# Which diesel has the best real world mpg?



## advoutlander (May 10, 2013)

Does the sedan or hatch have the best real world mpg?

Also which brings a higher mpg the auto or the manual and of those which is the most reliable transmission? 

It seems there are a lot of dpf issues, I'm also considering the 2015 Passat TDI.


----------



## Cruz15 (Mar 17, 2016)

My 2015 2.0 Cruze got insane fuel mileage. If I did the speed limit I could get really good mileage. I set it up for power so that didn't continue. I miss that car. Oh well.


----------



## Barry Allen (Apr 18, 2018)

I think the sedan and hatchback are rated the same whether they are AT or MT. The MT definitely achieves higher highway fuel economy, but the city and mixed figures are about the same.

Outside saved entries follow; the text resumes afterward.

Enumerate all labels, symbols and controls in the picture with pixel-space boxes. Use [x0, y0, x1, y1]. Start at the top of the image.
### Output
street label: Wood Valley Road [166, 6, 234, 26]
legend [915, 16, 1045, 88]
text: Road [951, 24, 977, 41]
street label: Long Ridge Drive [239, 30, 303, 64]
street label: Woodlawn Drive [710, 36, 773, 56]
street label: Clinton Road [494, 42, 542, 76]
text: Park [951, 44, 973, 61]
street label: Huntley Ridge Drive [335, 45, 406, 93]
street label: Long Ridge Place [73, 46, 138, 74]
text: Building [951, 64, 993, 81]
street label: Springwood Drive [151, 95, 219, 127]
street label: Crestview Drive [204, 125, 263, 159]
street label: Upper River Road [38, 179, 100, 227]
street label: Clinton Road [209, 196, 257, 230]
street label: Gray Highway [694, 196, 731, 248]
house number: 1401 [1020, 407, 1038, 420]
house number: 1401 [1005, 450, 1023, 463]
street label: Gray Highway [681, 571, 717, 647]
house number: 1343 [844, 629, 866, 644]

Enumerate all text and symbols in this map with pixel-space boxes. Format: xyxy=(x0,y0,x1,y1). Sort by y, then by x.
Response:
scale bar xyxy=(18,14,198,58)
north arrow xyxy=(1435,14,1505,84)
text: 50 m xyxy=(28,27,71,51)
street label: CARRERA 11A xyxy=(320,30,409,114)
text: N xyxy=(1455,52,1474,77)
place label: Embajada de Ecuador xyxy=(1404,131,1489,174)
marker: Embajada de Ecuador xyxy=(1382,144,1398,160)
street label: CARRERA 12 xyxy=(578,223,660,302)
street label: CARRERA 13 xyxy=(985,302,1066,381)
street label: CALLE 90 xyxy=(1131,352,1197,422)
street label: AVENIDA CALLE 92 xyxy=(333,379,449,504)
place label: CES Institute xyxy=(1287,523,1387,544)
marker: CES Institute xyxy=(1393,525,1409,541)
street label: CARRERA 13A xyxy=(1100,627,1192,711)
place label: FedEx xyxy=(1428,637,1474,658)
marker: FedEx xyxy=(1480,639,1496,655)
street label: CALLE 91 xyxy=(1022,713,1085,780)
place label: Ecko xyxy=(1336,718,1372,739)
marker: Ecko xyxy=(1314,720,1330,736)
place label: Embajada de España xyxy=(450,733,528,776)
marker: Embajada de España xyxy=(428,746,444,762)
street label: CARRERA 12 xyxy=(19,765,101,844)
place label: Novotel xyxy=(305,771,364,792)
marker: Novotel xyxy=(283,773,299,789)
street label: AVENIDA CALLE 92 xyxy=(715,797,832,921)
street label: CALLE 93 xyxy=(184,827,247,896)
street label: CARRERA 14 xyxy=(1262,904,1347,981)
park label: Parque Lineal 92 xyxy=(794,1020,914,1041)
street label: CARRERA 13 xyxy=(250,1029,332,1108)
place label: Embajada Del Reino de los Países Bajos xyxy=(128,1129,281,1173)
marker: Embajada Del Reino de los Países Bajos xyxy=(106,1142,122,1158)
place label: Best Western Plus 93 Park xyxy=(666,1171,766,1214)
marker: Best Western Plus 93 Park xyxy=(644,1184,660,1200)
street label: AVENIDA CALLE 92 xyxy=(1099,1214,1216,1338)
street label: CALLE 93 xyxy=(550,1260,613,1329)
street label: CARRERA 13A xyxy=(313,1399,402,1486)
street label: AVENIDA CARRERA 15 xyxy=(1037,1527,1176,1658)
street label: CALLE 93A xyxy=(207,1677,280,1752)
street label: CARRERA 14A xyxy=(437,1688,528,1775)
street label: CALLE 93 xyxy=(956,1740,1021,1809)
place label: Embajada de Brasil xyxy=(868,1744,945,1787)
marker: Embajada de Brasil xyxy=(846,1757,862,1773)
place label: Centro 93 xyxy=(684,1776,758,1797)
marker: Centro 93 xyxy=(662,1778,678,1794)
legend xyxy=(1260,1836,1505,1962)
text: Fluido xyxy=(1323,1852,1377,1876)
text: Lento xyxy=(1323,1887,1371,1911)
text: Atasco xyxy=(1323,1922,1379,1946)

The MT is reliable as long as you change the gear oil about every 40-50k miles. Use a high quality synthetic oil.

Don't know about the automatic transmission. Not enough of them have been around long enough to get a feel for long-term reliability.


----------



## BodhiBenz1987 (Jan 13, 2018)

The sedans get a little higher fuel economy than the hatch because the aerodynamics are a better, and the hatch diesel only came with the RS package, which means bigger wheels. The MT version of each was rated higher on the highway than the AT, and anecdotally they seem to do better as well (not exactly a big sample size though). They all seem to exceed the EPA ratings in real life. By a lot. I have a MT sedan, which is rated at 52 highway ... but have done two road trips that each averaged out to 66 mpg. My lifetime economy is about 51 ... I'm on the highway quite a lot but nonetheless that includes a few stoplights, getting in and out of my neighborhood, occasional city visit, traffic jams, etc. I think the differences between hatch/sedan/manual/auto start to narrow with urban driving. And I think even on the highway the gap between manual and auto isn't super huge ... but I think the manual can just eek out a little more.
Reliability ... I haven't had transaxle-related issues yet personally, but the manuals do seem to have some weak points (for the diesel or gas) ... the dual mass flywheel and the clutch slave. With a small sample size it's hard to say how many are affected by this. DPF issues are generally common on any DPF-equipped diesel, especially if the car isn't driven on the highway enough. I don't think the Cruze has an unusual amount compared to other cars with similar emissions systems.


----------



## Ma v e n (Oct 8, 2018)

The automatic has better overall powertrain durability, the manual trans cars have been having some clutch issues. I'd say go with an automatic, but honestly there's so few of all of them that there's no enough data. But the auto is definitely more common, as 8ts used in other applications, and parts availability over time, and technician familiarity with the unit will be higher.


----------



## Barry Allen (Apr 18, 2018)

BodhiBenz1987 said:


> They all seem to exceed the EPA ratings in real life. By a lot. I have a MT sedan, which is rated at 52 highway ... but have done two road trips that each averaged out to 66 mpg. My lifetime economy is about 51 ...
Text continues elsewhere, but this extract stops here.